UN SOURIRE A ILLUMINÉ son visage. Pour cette femme tétraplégique de 58 ans, c’était la première fois qu’elle était capable de boire seule de nouveau, depuis son accident vasculaire cérébral (AVC), il y a près de quinze ans. Par l’exercice de sa volonté, en essayant de reproduire mentalement les mouvements à faire, Mme «?S3?» a pu actionner un bras articulé robotisé grâce à une interface cerveau-ordinateur en charge de « traduire » l’ordre donné. D’abord, il s’agissait de diriger le bras vers un objet cible et de l’attraper. Jusqu’à reproduire l’exercice avec une bouteille de café puis arriver à la porter à sa bouche, boire avec une paille et la reposer sur la table.
Ce dispositif nommé BrainGate est en cours d’évaluation aux États-Unis, et les premiers résultats s’annoncent déjà prometteurs.
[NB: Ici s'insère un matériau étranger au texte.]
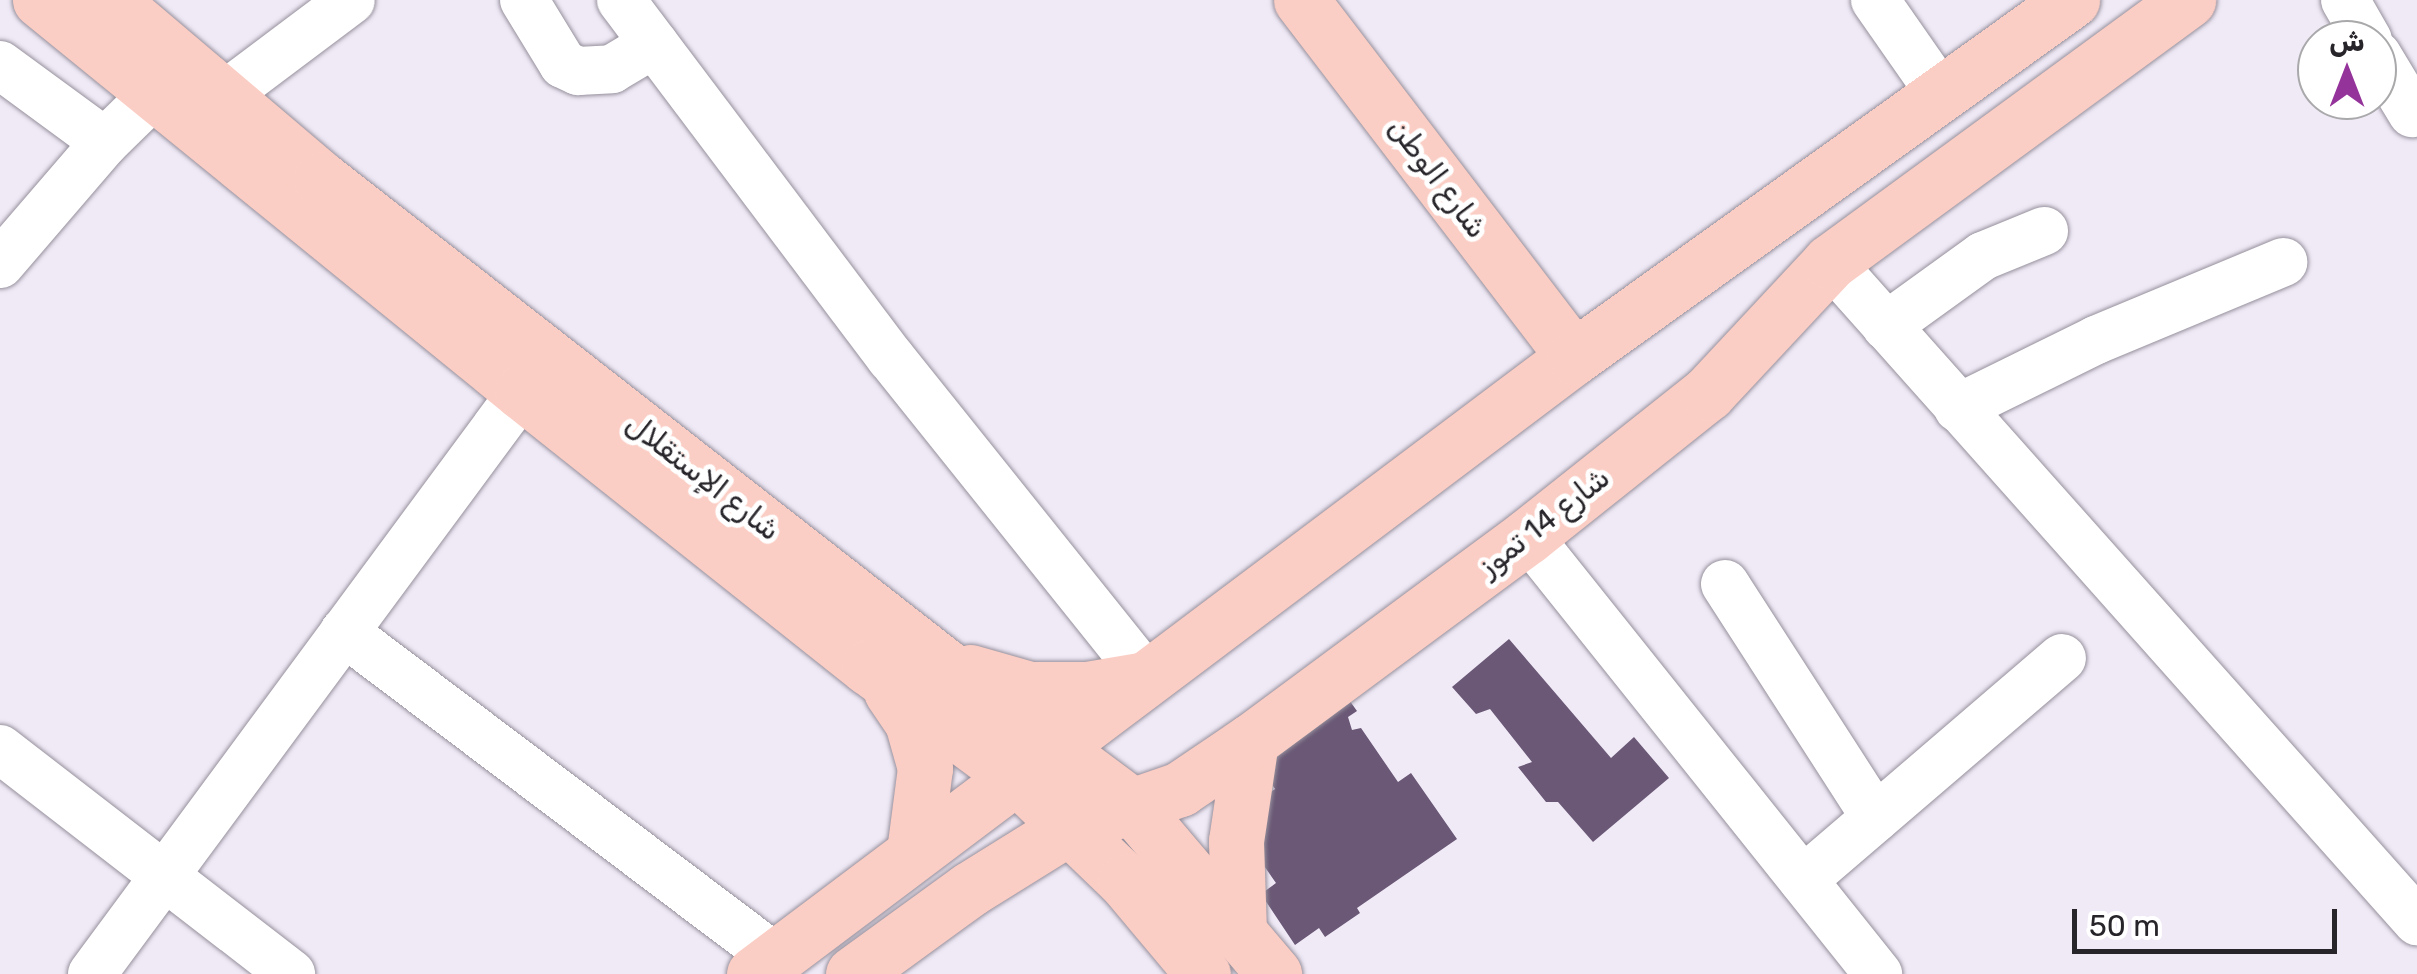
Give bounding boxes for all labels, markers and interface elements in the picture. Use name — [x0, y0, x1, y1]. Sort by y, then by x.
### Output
north arrow — [2297, 20, 2397, 120]
text: ش — [2329, 25, 2365, 58]
street label: شارع الوطن — [1381, 111, 1495, 245]
street label: شارع الإستقلال — [619, 406, 787, 548]
street label: شارع 14 تموز — [1471, 460, 1617, 584]
scale bar — [2077, 889, 2342, 951]
text: 50 m — [2089, 908, 2160, 944]

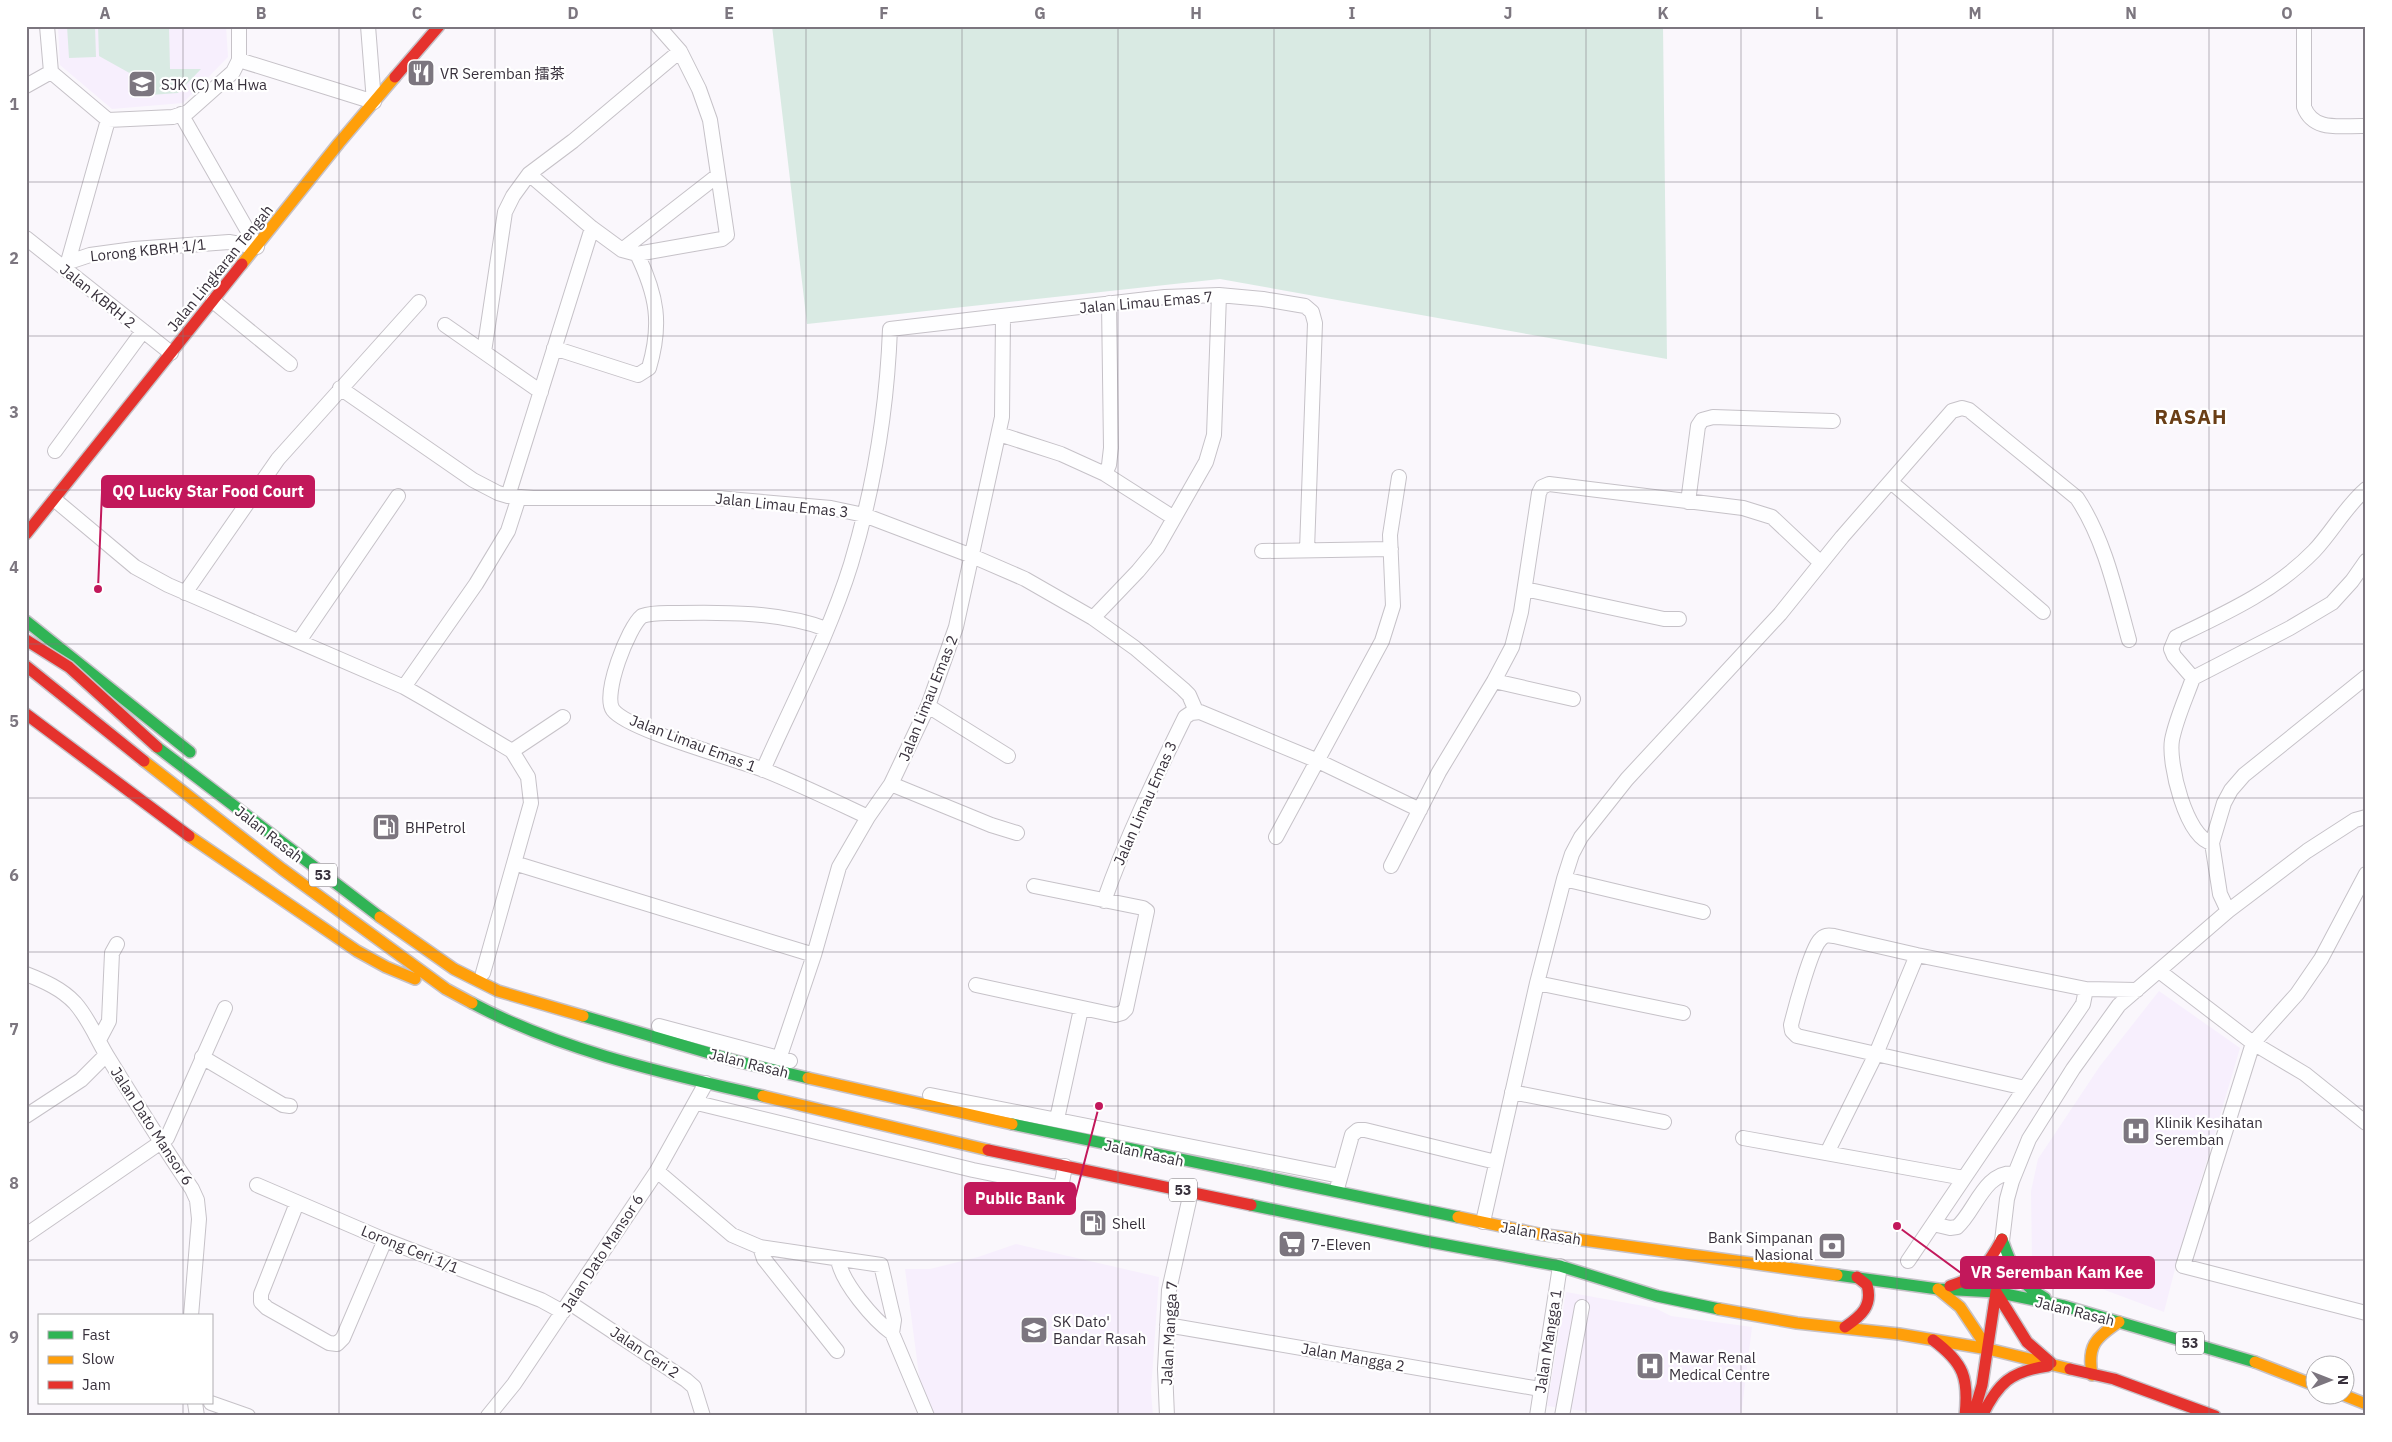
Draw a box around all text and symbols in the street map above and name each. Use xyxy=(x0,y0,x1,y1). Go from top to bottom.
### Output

Comme Mme S3, un autre patient âgé de 66 ans, paralysé depuis 2006 lui aussi des suites d’un AVC, M. « T2 » a participé à l’essai clinique mené en collaboration par des chercheurs du département américain des anciens combattants, de la Brown University, de l’hôpital général de Massachusetts, de l’université de Harvard et du centre allemand d’aérospatiale.
Une puce implantée dans le cerveau.
Tout le système repose sur l’interface cerveau-ordinateur, un dispositif miniaturisé de la taille d’un « cachet d’aspirine ». Il se présente sous la forme d’une « puce » carrée en silicone hérissée de 96?mini-électrodes, directement implantée au niveau du cortex moteur et reliée à un ordinateur extérieur. Ce dernier traduit les influx neuronaux en commandes afin de diriger le robot. Deux types d’appareil ont été testés dans l’étude, l’un développé par DLR Institute of Robotics and Mechatronics et l’autre par DEKA Research.
Les deux participants ont appris à utiliser leur activité neuronale pour contrôler directement le bras robotisé. Et la tâche est moins simple qu’il n’y paraît. Ce que l’on fait habituellement sans même y penser, il leur a fallu s’entraîner à « repenser » des mouvements oubliés et à le faire en trois dimensions. De plus, le diamètre de la « cible » correspondait à la moitié de la largeur de la main robot, ce qui demandait aux participants de se concentrer pour exercer un contrôle précis.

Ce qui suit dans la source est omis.